TASK DETAILS: Return all lines from the listing below that include the word "lists".

SUPPLIED RECORDS:
*** Begin section ***
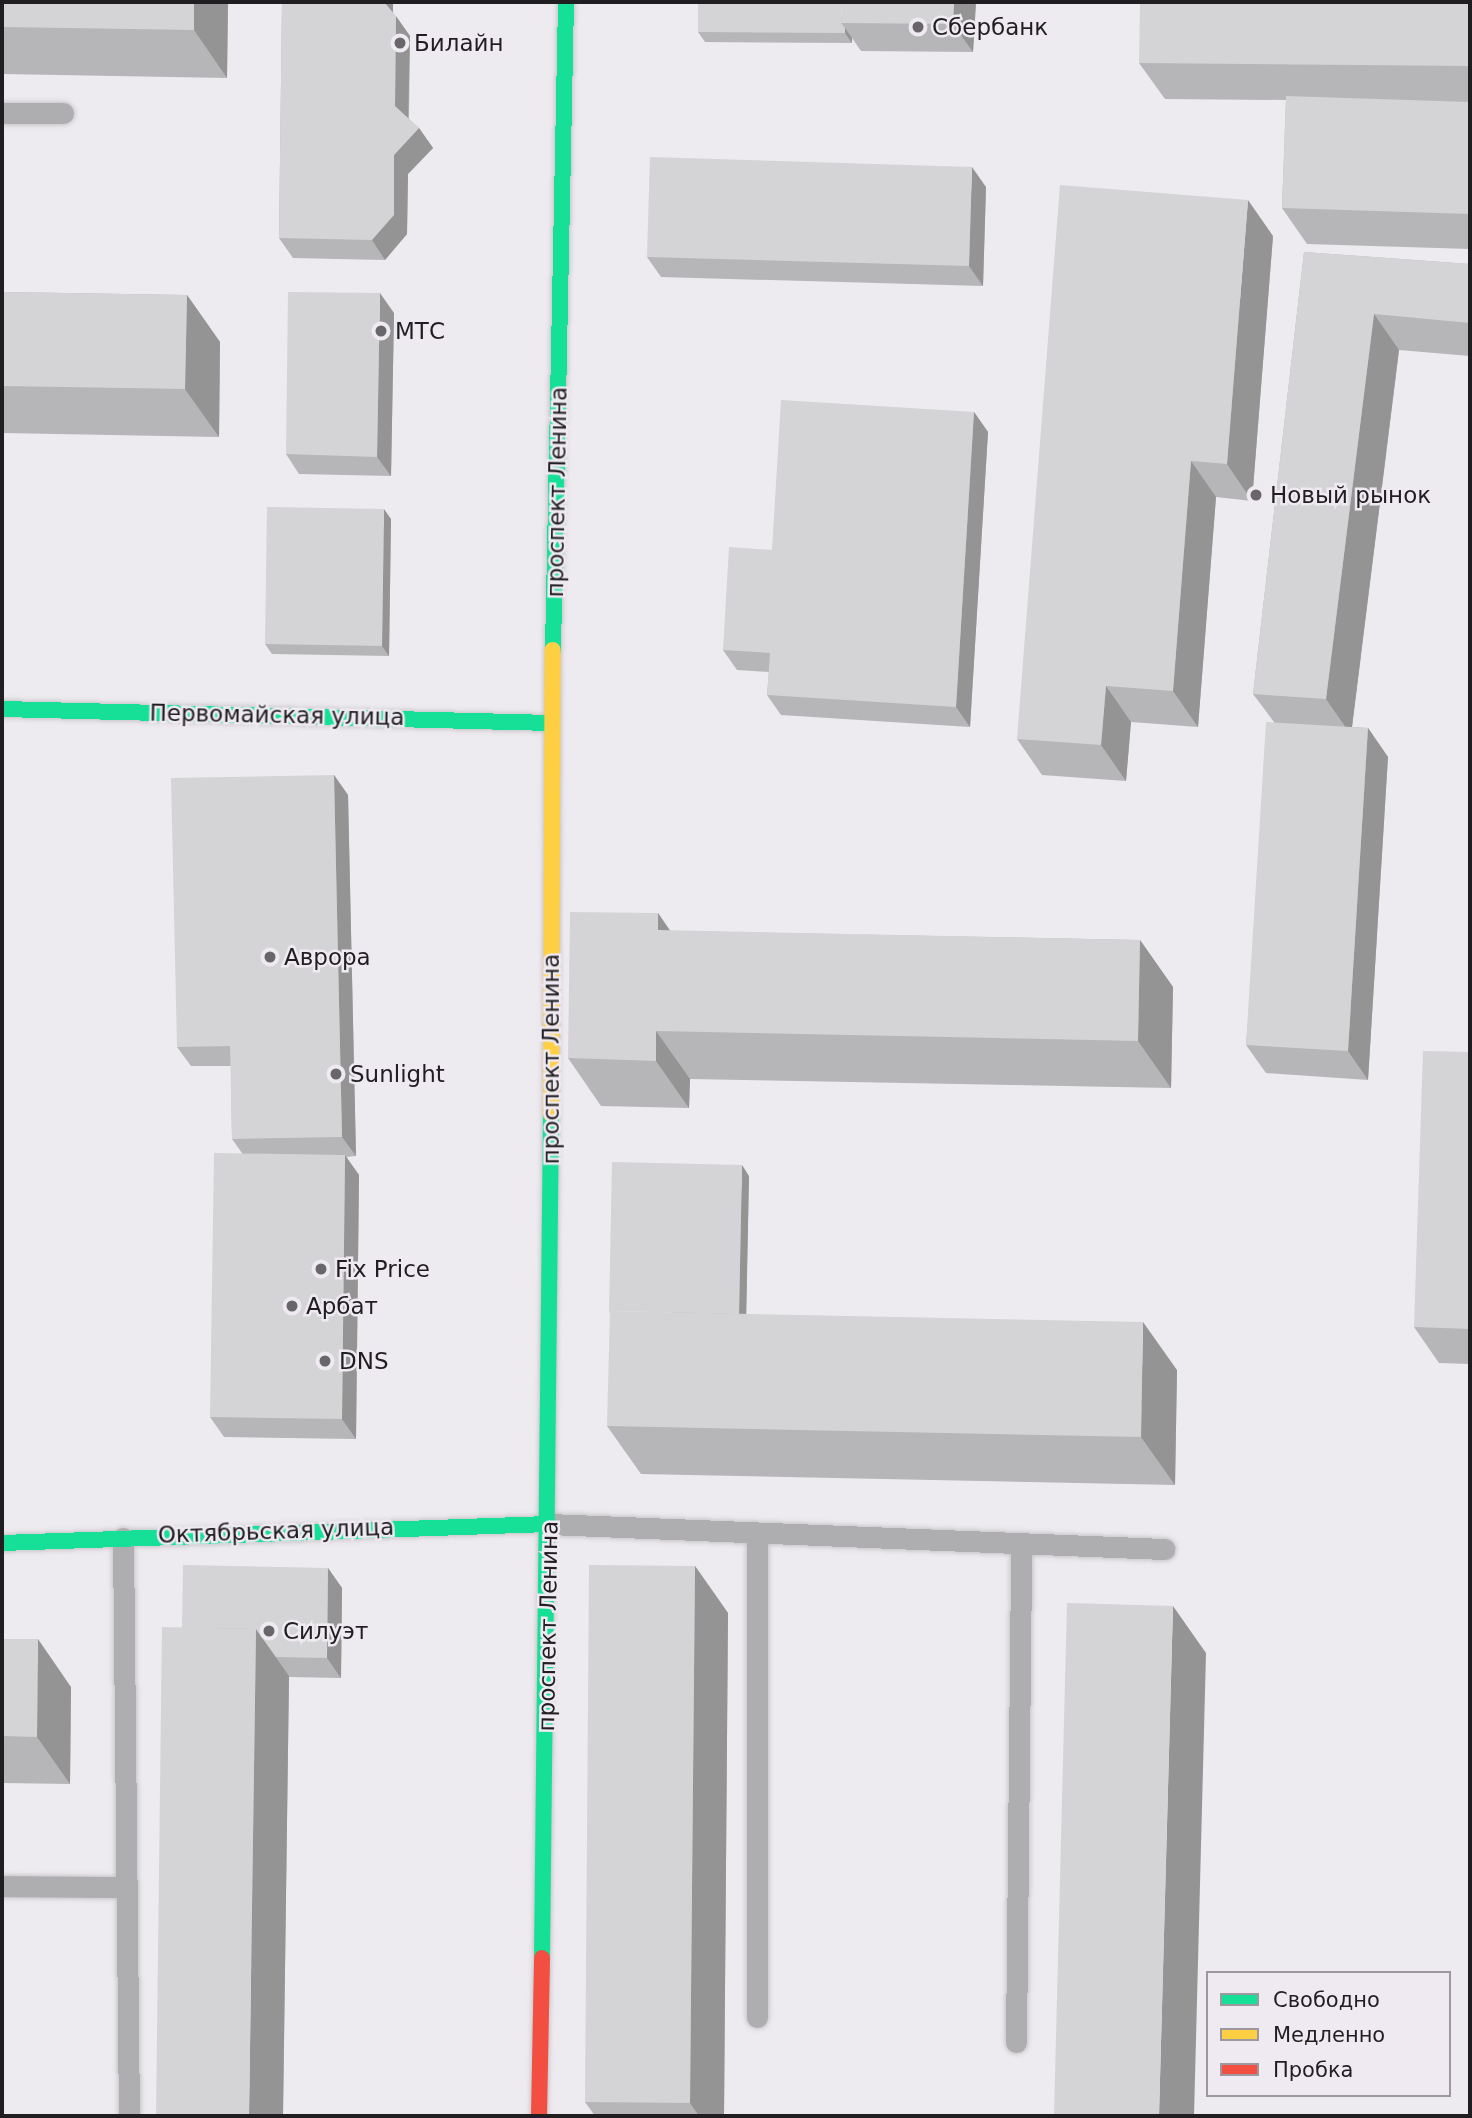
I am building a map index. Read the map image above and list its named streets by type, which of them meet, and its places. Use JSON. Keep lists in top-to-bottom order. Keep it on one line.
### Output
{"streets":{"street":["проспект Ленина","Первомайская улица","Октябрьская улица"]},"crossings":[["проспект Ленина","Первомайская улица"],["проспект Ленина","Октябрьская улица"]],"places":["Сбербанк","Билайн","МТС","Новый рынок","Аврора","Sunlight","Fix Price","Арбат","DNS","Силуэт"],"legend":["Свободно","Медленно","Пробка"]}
*** End section ***
*** Begin section ***
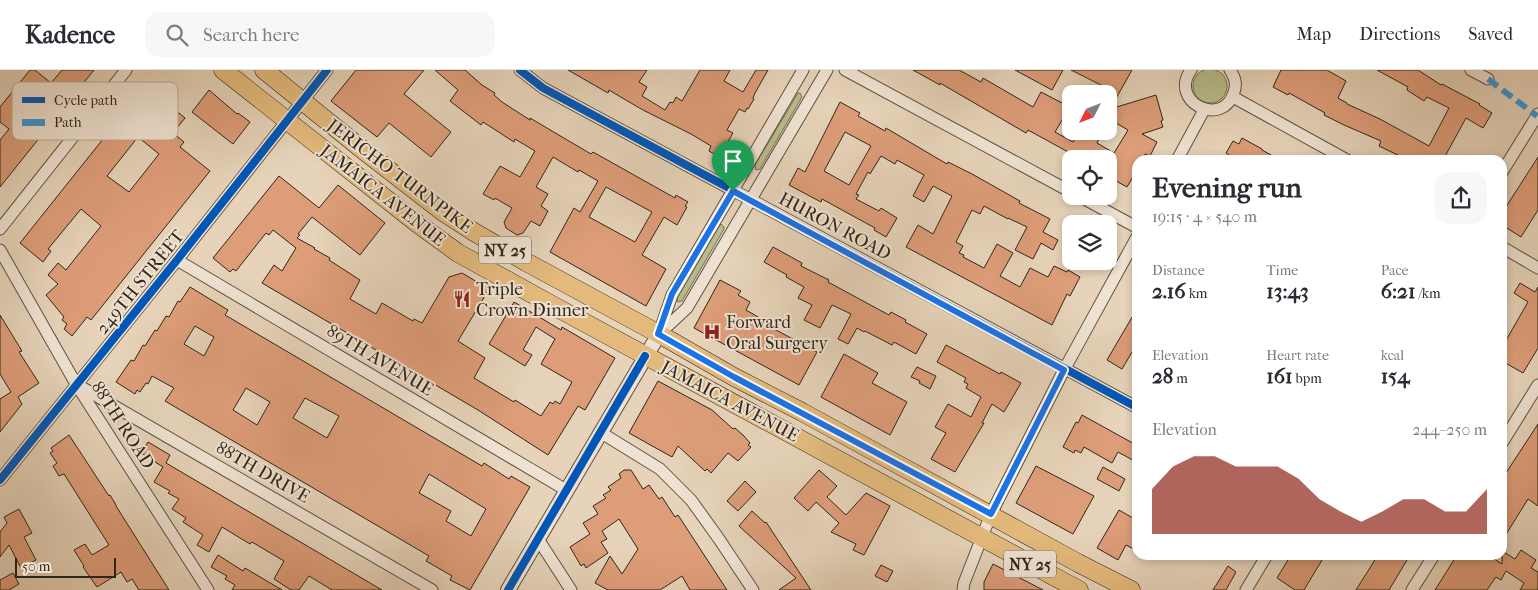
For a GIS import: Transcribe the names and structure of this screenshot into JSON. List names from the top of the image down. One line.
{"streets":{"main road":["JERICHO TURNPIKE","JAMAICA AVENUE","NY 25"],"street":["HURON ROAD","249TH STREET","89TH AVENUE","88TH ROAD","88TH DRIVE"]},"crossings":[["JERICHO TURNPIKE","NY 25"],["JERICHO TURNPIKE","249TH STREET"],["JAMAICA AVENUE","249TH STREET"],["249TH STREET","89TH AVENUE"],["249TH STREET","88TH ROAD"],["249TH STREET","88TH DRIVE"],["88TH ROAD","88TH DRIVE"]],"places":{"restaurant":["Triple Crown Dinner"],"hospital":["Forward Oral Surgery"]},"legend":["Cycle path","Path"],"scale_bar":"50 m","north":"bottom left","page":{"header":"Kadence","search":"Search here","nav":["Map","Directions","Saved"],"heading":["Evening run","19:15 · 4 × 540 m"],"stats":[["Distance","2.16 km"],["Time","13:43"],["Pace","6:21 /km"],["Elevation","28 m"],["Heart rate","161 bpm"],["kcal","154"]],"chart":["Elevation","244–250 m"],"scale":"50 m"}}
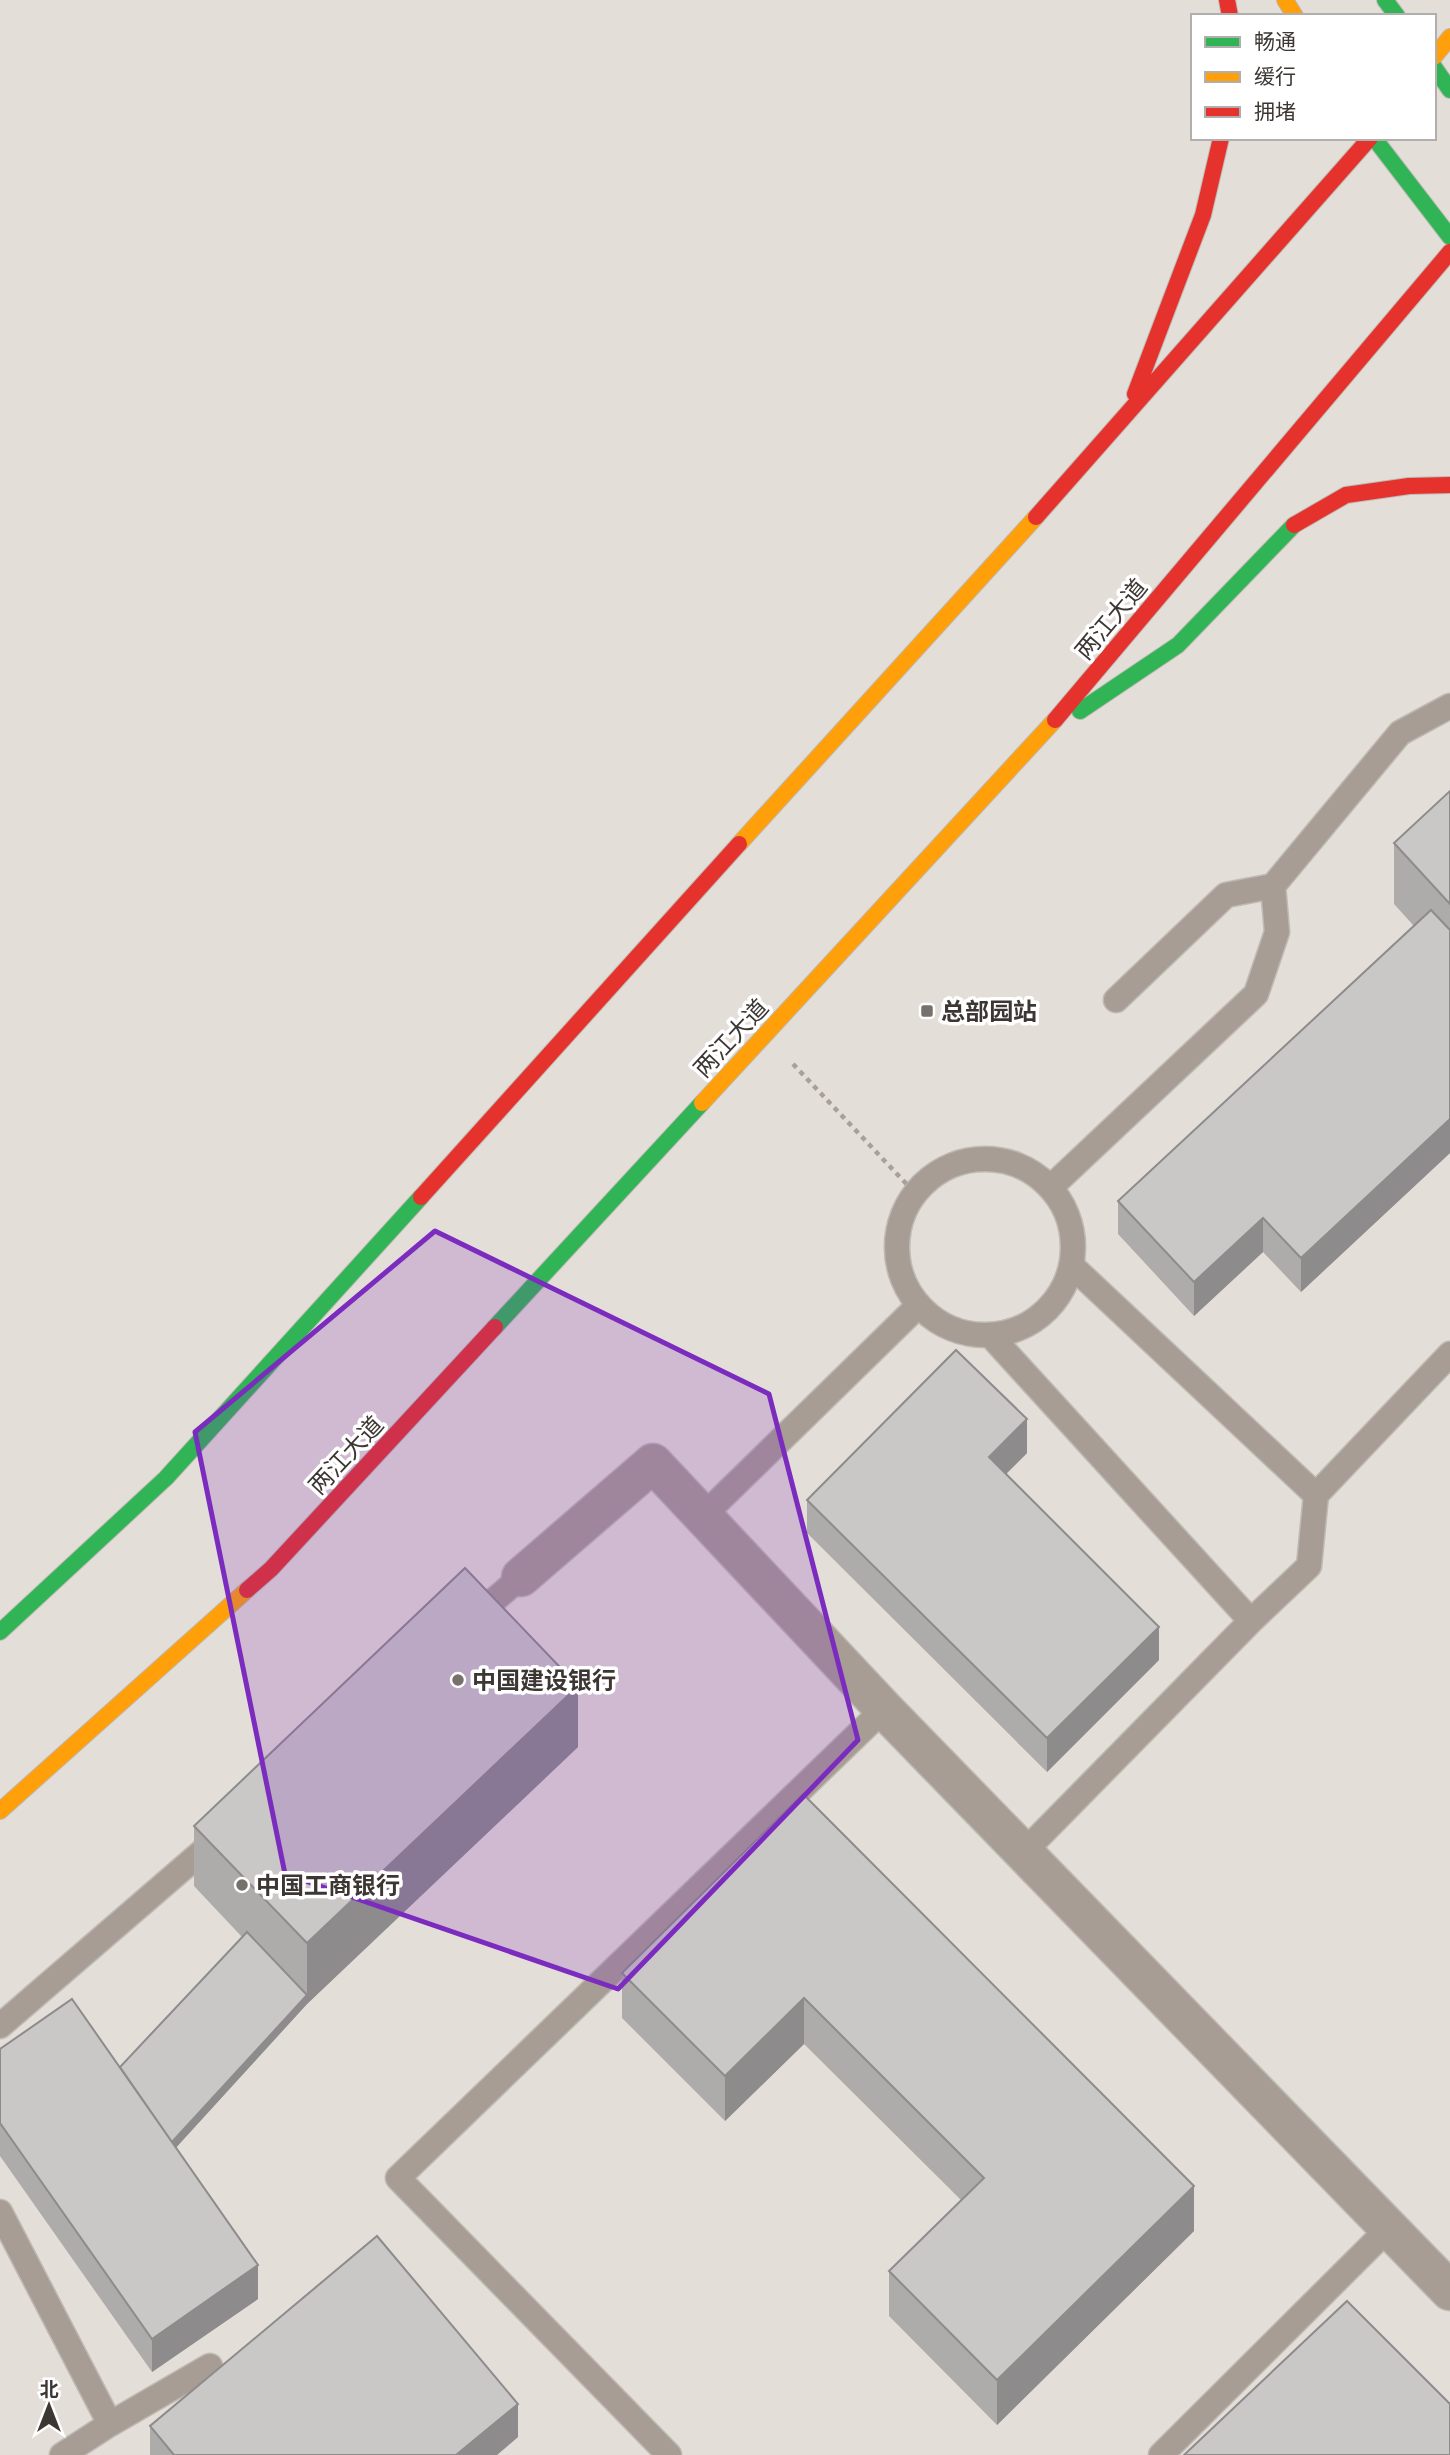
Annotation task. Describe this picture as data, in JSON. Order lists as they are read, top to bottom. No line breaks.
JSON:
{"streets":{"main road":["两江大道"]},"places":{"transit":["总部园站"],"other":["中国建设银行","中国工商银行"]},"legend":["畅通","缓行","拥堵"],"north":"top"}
*** End section ***
EXERCISE ANSWER:
I am building a map index. Read the map image above and list its named streets by type, which of them meet, and its places. Use JSON. Keep lists in top-to-bottom order. Keep it on one line.
Annotation task. Describe this picture as data, in JSON. Order lists as they are read, top to bottom. No line breaks.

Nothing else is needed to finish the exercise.